The RICE team (Rice, Interspecies Comparison & Evolution) works on different rice species.
Asian cultivated rice, Oryza sativa, is a staple food for a large part of the world population and yield increase, for instance through better resistance to stress, is one of the major challenges of coming years to deal with the population increase. RICE team's activities aim to explore genetic diversity in O. sativa (including its sub-species indica and japonica), and its related species, including African cultivated species, O. glaberrima, and wild, O. barthii, to identify new genes or alleles of interest for the improvement of Asian rice. We particularly focus on original sources of putative diversity associated to the pangenome concept or to the epigenic control of genome stability. We have also set up genetic (collections, populations) and genomic resources, as well as bioinformatics tools targeted at high-throughput genomic analysis and data integration.
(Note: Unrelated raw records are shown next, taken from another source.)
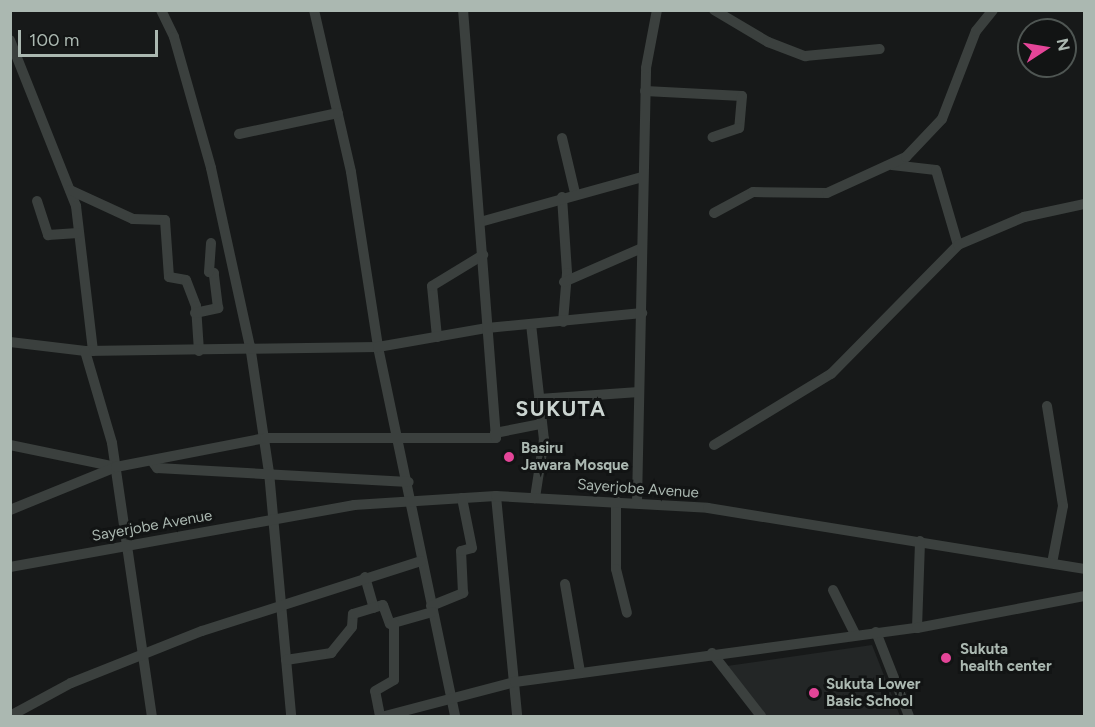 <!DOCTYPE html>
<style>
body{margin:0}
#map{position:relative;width:1095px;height:727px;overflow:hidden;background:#171919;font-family:Figtree,sans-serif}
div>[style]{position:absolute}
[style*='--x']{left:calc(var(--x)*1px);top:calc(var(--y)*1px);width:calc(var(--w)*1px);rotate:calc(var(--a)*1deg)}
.built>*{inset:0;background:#232626}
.minor>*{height:10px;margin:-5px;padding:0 5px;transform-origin:5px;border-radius:5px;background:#3b403e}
.dots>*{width:16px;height:16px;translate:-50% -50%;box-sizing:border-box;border:3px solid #121414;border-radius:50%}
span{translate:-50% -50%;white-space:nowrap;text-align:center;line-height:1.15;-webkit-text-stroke:6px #121414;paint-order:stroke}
.poi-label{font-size:15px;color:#abb8b1;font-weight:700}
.left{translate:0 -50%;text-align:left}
.street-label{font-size:15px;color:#abb8b1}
.district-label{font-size:21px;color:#cbd4d0;font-weight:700;letter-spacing:1.5px}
.frame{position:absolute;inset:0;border:12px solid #abb8b1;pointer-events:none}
.north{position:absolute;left:1017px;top:18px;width:60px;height:60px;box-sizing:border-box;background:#121414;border:2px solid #4f5653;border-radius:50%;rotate:78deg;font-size:16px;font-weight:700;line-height:24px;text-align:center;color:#abb8b1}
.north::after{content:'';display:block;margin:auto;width:21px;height:27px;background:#e44598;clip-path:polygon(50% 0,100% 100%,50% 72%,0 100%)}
.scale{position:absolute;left:18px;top:30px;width:140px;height:27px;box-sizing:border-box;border:3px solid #abb8b1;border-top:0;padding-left:8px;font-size:18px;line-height:21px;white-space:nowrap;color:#abb8b1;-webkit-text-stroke:4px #121414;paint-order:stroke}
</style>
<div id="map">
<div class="built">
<i style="clip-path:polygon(872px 645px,900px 716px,758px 716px,720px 667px)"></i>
</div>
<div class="minor">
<i style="--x:161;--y:10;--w:30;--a:64"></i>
<i style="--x:174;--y:37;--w:136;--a:74.2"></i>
<i style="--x:211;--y:168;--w:188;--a:77.7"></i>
<i style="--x:251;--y:352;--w:121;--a:81.5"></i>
<i style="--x:269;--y:472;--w:245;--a:84.8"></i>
<i style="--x:314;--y:10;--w:166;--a:77.1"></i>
<i style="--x:351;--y:172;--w:177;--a:81.2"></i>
<i style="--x:378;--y:347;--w:377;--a:78.2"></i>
<i style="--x:714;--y:10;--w:63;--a:30.7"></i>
<i style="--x:768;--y:42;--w:40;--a:21"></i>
<i style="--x:805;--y:56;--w:75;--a:-5.3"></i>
<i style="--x:10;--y:40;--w:179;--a:68.3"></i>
<i style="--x:76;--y:206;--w:146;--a:83.3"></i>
<i style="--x:645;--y:91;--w:97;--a:3"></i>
<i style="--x:742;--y:96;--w:32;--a:95"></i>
<i style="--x:739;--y:128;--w:28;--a:161"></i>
<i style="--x:239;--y:134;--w:101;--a:-12"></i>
<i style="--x:562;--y:138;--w:57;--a:76.7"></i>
<i style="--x:892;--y:165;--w:44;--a:6.5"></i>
<i style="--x:936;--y:170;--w:78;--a:73.7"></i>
<i style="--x:70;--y:190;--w:69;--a:24.7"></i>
<i style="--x:133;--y:219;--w:32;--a:2"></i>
<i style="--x:165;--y:220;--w:57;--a:86"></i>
<i style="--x:169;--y:277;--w:17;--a:10"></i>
<i style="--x:186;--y:280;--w:28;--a:69"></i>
<i style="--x:196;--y:306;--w:45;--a:86.2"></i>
<i style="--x:562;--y:197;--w:76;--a:86.2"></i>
<i style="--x:567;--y:273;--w:49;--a:94.7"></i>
<i style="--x:37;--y:201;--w:36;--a:72"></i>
<i style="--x:48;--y:235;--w:30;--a:-4"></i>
<i style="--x:714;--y:213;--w:44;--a:-28.3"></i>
<i style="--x:753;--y:192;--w:74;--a:0.8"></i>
<i style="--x:827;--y:193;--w:87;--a:-24.5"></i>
<i style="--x:906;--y:157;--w:52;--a:-46.5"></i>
<i style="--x:942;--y:119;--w:94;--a:-68.9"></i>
<i style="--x:976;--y:31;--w:27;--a:-51"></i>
<i style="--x:480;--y:222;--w:168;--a:-15.5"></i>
<i style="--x:564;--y:282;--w:85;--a:-23.6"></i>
<i style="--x:195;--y:313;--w:24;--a:-12"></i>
<i style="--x:218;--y:308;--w:35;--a:-97"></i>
<i style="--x:214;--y:273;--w:5;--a:-169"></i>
<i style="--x:209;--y:272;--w:29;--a:-86"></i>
<i style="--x:531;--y:324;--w:116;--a:83.6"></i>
<i style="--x:544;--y:439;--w:60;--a:98.7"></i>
<i style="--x:437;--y:337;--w:51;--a:-95.6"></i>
<i style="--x:432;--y:286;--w:60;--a:-31.3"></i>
<i style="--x:10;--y:342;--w:76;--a:6.8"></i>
<i style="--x:85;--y:351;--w:293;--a:-0.8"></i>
<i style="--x:378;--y:347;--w:111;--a:-9.9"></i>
<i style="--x:487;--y:328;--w:156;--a:-5.5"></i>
<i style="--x:85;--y:351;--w:96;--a:73.6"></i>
<i style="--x:112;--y:443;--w:276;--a:81.7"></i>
<i style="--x:539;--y:399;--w:100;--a:-4"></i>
<i style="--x:1047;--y:406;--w:101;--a:80.9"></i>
<i style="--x:1063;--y:506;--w:58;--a:100.9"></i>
<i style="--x:495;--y:433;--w:47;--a:-11.1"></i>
<i style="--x:10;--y:445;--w:108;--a:11.7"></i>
<i style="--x:714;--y:445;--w:137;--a:-31.3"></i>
<i style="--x:831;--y:374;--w:181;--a:-45.4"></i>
<i style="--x:958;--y:245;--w:72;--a:-23"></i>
<i style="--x:1024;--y:217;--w:61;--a:-12.2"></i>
<i style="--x:152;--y:461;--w:9;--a:54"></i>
<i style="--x:157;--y:468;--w:252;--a:3.2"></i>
<i style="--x:496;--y:496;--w:221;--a:84.5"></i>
<i style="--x:616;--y:501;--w:68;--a:90"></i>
<i style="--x:616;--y:569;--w:45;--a:76"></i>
<i style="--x:637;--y:502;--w:434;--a:-88.8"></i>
<i style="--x:646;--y:68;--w:59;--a:-79.3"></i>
<i style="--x:10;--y:510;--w:114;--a:-22.1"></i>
<i style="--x:116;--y:467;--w:152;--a:-11"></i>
<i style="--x:265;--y:438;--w:231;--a:0"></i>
<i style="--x:496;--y:438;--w:429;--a:-94.4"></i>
<i style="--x:10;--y:567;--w:350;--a:-10.2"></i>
<i style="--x:354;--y:505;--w:142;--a:-3.6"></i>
<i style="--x:496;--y:496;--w:212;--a:3.2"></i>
<i style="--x:708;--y:508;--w:381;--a:9.2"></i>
<i style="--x:365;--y:577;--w:32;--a:74"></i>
<i style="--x:565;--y:584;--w:89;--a:80.3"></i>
<i style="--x:833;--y:590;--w:49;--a:63.4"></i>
<i style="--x:431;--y:606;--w:35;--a:-22"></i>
<i style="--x:463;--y:593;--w:42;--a:-92.7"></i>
<i style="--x:461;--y:551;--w:11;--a:-15"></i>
<i style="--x:472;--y:548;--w:51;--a:-101.3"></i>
<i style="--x:917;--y:628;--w:87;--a:-88"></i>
<i style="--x:876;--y:632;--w:90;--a:68.6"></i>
<i style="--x:712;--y:653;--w:80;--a:52.1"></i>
<i style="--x:286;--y:660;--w:46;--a:-8.8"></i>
<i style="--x:331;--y:653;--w:33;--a:-51"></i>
<i style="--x:352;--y:627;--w:13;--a:-86"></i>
<i style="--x:353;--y:614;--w:31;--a:-17"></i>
<i style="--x:383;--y:605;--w:20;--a:70"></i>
<i style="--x:390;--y:624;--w:44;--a:-15.9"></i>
<i style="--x:10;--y:716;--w:69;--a:-28.4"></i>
<i style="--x:71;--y:683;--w:141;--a:-21.7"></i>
<i style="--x:202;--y:631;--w:230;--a:-17.7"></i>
<i style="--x:380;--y:716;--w:25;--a:-101"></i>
<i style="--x:375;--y:691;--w:22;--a:-30"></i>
<i style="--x:394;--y:680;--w:57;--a:-90"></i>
<i style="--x:385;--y:716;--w:134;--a:-14.7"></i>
<i style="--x:515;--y:682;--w:406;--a:-7.7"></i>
<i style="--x:917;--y:628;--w:170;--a:-10.8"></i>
</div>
<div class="dots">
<i style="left:509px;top:457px;background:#e44598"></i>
<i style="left:946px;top:658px;background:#e44598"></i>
<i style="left:814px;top:693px;background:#e44598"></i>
</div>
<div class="poi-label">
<span class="left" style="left:521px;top:457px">Basiru<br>Jawara Mosque</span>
<span class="left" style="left:960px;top:658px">Sukuta<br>health center</span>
<span class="left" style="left:826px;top:693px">Sukuta Lower<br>Basic School</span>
</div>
<div class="street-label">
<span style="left:638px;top:489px;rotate:4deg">Sayerjobe Avenue</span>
<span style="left:152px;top:526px;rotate:-10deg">Sayerjobe Avenue</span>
</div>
<div class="district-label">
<span style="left:561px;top:409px">SUKUTA</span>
</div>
<div class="frame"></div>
<div class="north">N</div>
<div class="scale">100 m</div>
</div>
The work of the CEreal Roots Systems (CERES) research team focuses on root development and the physiological mechanisms governing root functions in cereals, in relation with water stresses and nutrient deficiencies. We focus our research on rice, sorghum and pearl millet, three of the major staple cereals in Africa and Asia, and also Arabidopsis thaliana.
Unraveling processes that underlie plant adaptive divergence and phenotypic plasticity is a crucial step towards identifying breeding strategies for maintenance of crop yield and quality under environmental constraint or predicting the adaptive potential of wild plant populations in the context of global change.